**TASK**
All of the listing must be given again exactly, except that the images are dropped.

──────────

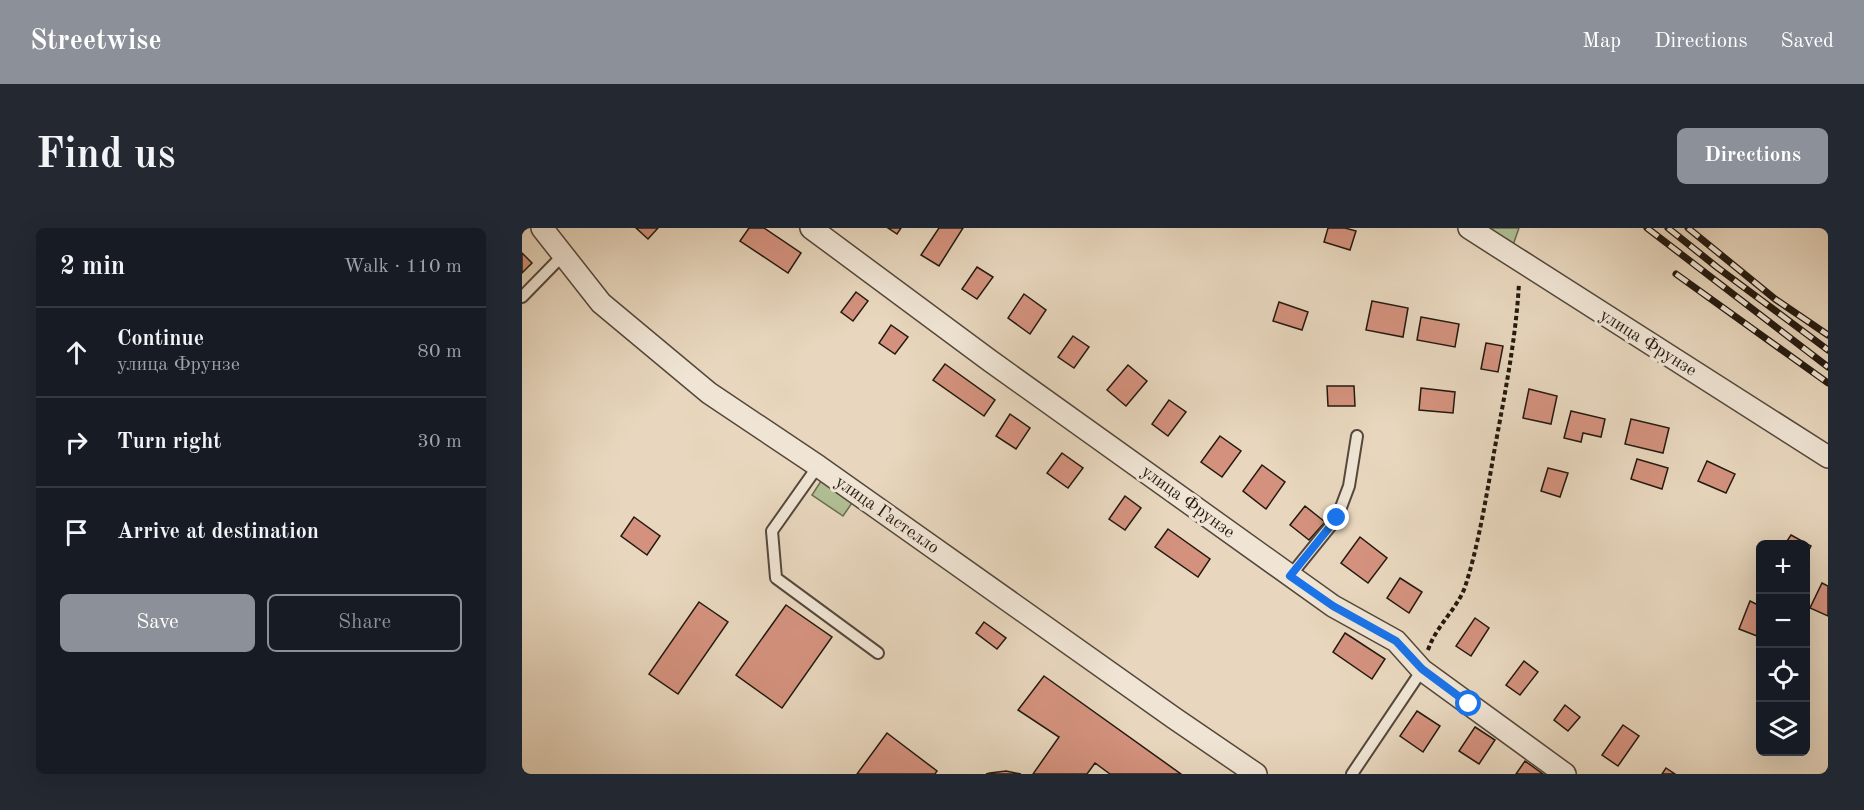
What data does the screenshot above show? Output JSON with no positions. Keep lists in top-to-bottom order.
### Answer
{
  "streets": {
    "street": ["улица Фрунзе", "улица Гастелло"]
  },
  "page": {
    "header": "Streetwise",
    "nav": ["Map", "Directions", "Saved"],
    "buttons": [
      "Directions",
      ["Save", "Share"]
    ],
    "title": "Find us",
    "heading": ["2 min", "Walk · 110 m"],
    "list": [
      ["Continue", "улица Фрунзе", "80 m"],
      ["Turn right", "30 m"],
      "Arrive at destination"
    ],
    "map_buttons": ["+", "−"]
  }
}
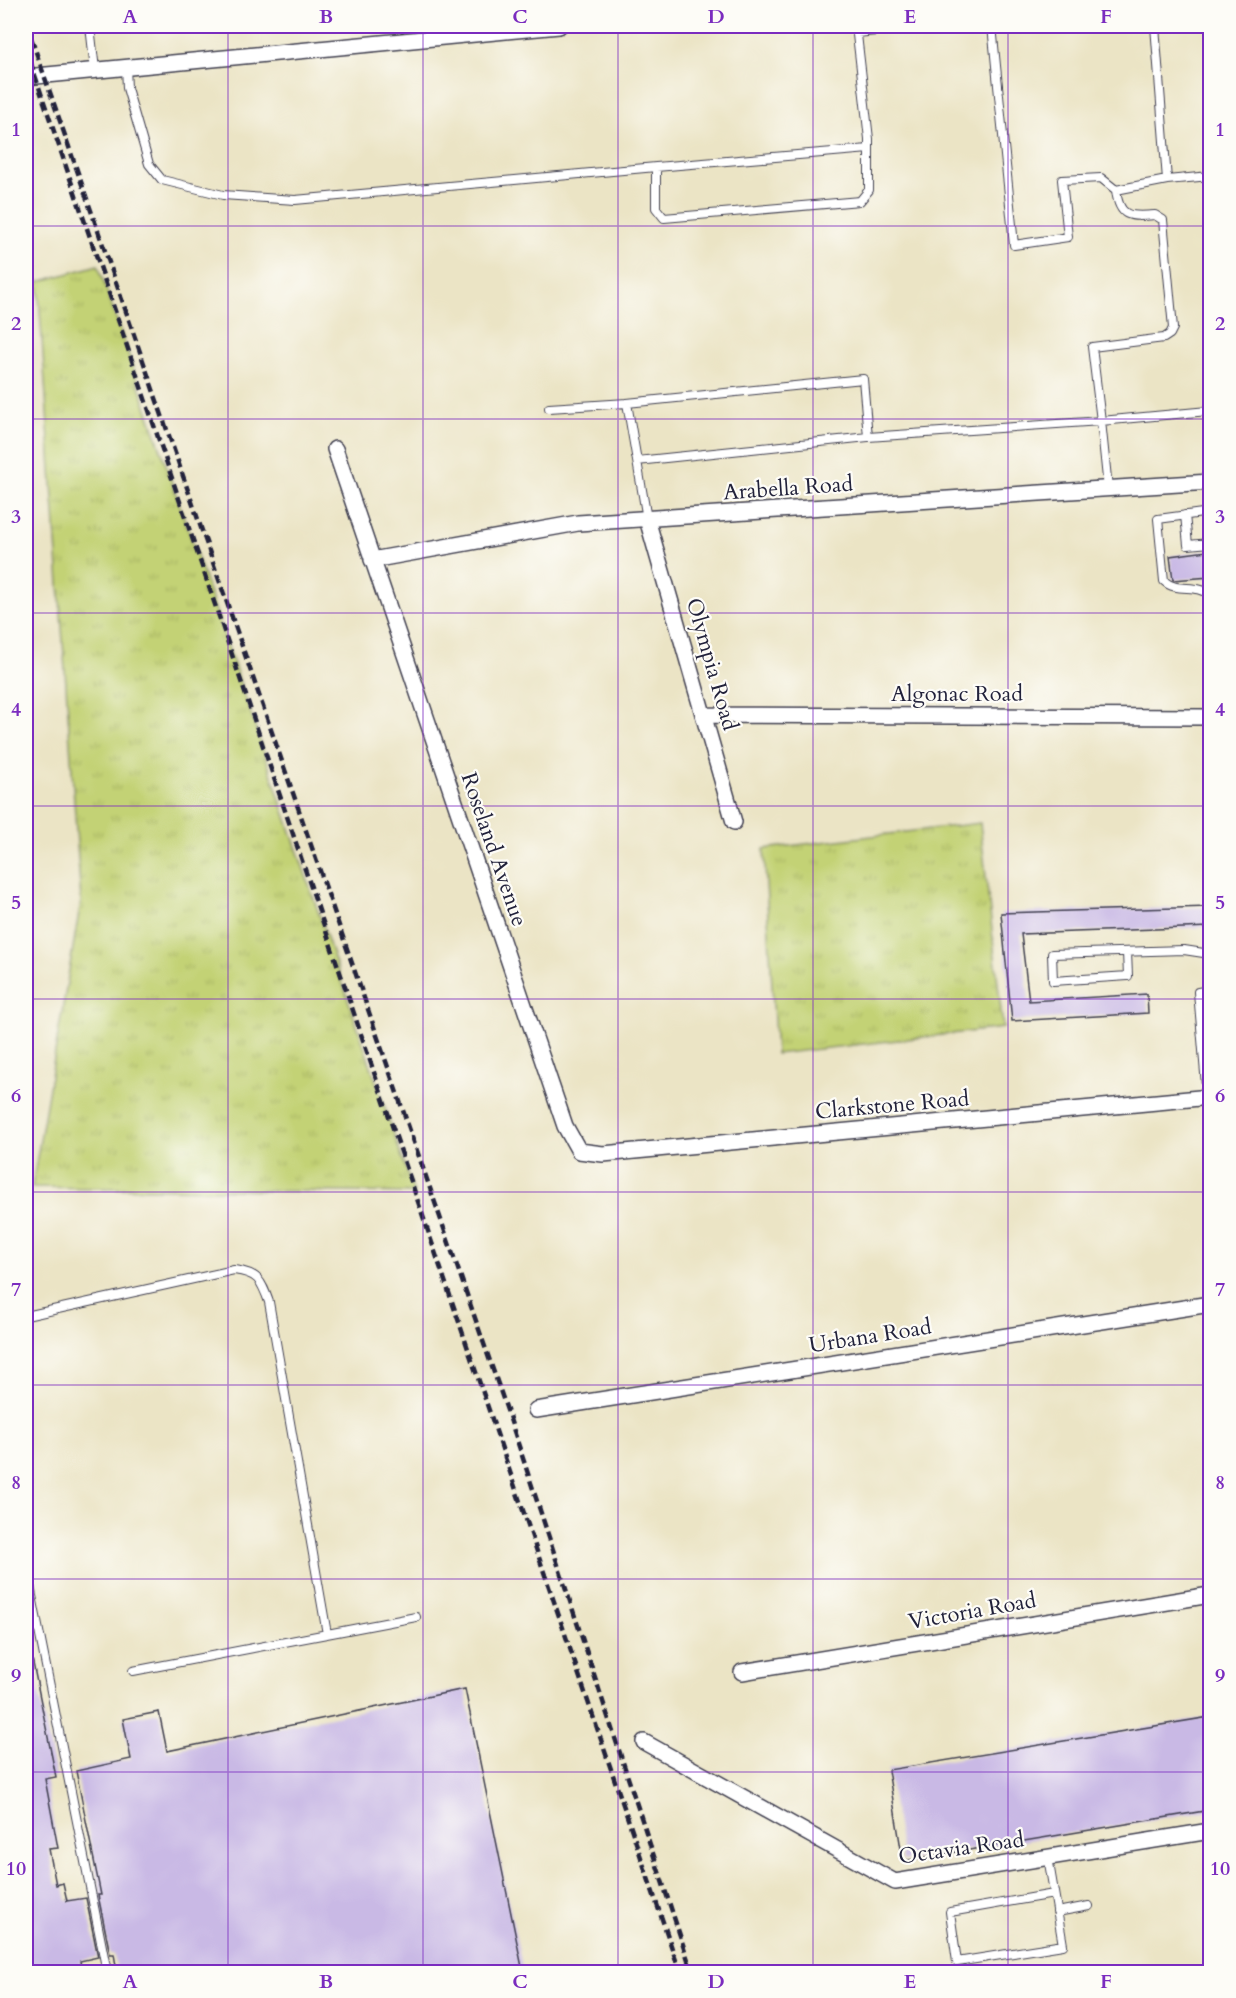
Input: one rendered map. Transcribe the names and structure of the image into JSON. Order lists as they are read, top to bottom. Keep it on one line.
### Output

──────────

**EXERCISE OUTPUT**
What data does the screenshot above show? Output JSON with no positions. Keep lists in top-to-bottom order.
### Answer
{
  "streets": {
    "street": ["улица Фрунзе", "улица Гастелло"]
  },
  "page": {
    "header": "Streetwise",
    "nav": ["Map", "Directions", "Saved"],
    "buttons": [
      "Directions",
      ["Save", "Share"]
    ],
    "title": "Find us",
    "heading": ["2 min", "Walk · 110 m"],
    "list": [
      ["Continue", "улица Фрунзе", "80 m"],
      ["Turn right", "30 m"],
      "Arrive at destination"
    ],
    "map_buttons": ["+", "−"]
  }
}
Input: one rendered map. Transcribe the names and structure of the image into JSON. Order lists as they are read, top to bottom. Keep it on one line.
### Output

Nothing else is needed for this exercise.